§ What you are asked to do
Return all lines of the data in which the string "linecap" occurs.
#### Dataset entries
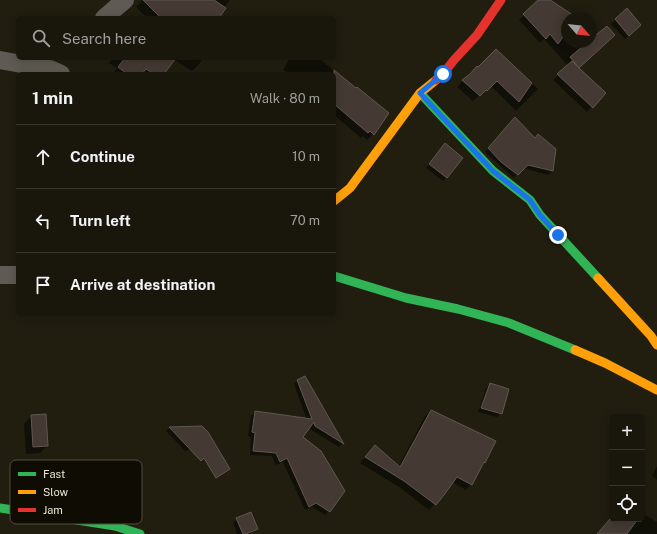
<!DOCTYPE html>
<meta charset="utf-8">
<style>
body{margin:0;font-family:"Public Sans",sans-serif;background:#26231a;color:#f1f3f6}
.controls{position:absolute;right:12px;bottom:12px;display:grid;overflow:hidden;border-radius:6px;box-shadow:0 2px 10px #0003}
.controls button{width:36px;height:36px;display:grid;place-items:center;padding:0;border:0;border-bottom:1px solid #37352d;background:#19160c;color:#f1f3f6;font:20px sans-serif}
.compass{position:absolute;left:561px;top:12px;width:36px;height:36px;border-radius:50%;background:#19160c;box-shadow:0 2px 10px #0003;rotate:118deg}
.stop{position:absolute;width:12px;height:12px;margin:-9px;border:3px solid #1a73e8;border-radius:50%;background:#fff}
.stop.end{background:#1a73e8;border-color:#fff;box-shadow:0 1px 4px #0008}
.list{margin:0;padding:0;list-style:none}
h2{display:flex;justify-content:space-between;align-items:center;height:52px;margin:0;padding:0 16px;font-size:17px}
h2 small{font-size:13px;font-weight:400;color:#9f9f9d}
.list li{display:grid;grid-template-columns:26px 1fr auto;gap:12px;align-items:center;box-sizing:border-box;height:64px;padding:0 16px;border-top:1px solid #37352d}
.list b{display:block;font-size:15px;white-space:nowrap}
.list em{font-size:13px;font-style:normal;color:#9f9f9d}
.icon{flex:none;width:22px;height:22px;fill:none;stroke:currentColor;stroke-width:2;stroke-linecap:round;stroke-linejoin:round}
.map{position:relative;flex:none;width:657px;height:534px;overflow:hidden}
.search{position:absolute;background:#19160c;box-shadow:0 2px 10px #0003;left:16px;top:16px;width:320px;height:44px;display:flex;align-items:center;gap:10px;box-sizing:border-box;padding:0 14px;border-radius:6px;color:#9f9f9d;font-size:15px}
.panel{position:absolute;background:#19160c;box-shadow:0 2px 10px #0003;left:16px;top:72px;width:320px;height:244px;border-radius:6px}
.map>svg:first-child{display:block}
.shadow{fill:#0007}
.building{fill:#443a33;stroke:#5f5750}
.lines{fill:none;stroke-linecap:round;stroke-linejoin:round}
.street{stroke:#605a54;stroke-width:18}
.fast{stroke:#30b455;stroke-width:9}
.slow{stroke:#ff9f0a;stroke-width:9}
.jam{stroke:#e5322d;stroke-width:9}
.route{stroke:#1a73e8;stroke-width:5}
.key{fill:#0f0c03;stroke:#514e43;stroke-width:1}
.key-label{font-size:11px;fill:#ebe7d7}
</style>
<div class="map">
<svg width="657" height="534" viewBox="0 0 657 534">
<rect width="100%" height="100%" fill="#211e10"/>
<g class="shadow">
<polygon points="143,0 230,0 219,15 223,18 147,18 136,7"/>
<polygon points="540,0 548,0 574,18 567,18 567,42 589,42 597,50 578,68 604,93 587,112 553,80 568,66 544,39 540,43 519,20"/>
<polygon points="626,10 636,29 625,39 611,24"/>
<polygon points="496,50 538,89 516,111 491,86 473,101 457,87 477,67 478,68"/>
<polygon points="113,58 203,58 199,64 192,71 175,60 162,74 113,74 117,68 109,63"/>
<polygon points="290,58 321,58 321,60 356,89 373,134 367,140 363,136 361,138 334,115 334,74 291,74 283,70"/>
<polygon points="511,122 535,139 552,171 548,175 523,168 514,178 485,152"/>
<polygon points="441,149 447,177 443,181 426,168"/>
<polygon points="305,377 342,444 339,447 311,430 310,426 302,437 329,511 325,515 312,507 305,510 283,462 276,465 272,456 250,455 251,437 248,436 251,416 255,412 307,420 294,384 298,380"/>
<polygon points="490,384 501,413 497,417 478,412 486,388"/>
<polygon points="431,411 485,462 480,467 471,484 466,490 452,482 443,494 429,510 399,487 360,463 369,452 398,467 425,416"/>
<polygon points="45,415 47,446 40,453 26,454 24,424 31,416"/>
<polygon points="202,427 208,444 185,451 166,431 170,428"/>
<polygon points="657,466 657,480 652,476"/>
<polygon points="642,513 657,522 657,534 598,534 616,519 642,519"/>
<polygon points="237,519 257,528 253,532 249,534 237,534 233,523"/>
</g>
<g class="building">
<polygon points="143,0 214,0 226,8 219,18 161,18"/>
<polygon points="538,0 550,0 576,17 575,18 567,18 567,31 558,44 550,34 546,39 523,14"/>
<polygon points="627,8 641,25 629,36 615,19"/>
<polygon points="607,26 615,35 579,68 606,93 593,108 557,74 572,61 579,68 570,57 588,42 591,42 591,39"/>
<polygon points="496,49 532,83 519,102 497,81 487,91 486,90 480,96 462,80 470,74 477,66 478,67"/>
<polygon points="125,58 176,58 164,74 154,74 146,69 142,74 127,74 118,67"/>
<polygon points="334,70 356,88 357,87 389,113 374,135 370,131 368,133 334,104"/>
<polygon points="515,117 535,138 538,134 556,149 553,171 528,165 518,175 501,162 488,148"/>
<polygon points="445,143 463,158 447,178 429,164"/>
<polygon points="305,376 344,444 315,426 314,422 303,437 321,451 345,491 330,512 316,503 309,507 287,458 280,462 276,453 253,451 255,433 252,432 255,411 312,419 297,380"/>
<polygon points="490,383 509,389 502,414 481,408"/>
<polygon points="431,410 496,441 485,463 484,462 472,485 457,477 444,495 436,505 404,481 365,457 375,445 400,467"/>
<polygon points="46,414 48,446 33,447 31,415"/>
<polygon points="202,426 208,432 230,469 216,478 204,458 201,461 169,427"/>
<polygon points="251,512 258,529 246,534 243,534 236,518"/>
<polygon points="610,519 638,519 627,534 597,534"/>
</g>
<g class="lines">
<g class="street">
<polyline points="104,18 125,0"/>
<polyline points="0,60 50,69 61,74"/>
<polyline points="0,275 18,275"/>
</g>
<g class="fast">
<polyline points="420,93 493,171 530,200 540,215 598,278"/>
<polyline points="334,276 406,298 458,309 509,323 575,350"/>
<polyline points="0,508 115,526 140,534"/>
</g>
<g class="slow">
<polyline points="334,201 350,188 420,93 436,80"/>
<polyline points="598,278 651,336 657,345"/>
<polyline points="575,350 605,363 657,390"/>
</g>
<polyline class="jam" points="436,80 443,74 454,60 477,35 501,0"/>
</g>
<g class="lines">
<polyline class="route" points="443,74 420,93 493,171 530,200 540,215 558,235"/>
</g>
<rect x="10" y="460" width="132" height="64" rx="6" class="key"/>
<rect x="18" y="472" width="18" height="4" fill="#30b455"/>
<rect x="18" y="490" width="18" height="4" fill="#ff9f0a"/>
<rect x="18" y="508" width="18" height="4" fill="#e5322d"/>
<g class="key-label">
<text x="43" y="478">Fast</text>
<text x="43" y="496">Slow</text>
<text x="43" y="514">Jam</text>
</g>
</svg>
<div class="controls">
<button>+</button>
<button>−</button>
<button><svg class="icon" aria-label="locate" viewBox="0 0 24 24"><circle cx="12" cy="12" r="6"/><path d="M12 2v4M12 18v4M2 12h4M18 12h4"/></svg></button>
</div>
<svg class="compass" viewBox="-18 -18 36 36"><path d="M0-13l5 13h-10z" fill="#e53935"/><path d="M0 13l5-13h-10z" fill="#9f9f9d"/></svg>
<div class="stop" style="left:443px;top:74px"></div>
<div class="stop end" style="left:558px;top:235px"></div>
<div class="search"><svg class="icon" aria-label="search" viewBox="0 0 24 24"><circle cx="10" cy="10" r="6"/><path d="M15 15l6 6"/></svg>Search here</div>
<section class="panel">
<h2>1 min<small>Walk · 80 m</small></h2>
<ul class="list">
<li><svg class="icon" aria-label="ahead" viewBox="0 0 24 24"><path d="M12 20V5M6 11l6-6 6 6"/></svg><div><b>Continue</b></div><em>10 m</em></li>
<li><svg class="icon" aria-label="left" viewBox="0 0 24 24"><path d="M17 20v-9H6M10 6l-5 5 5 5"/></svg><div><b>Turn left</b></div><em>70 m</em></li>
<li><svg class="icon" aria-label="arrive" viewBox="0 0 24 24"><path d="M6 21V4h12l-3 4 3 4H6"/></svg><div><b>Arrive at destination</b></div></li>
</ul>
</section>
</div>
########
§ Written response
.icon{flex:none;width:22px;height:22px;fill:none;stroke:currentColor;stroke-width:2;stroke-linecap:round;stroke-linejoin:round}
.lines{fill:none;stroke-linecap:round;stroke-linejoin:round}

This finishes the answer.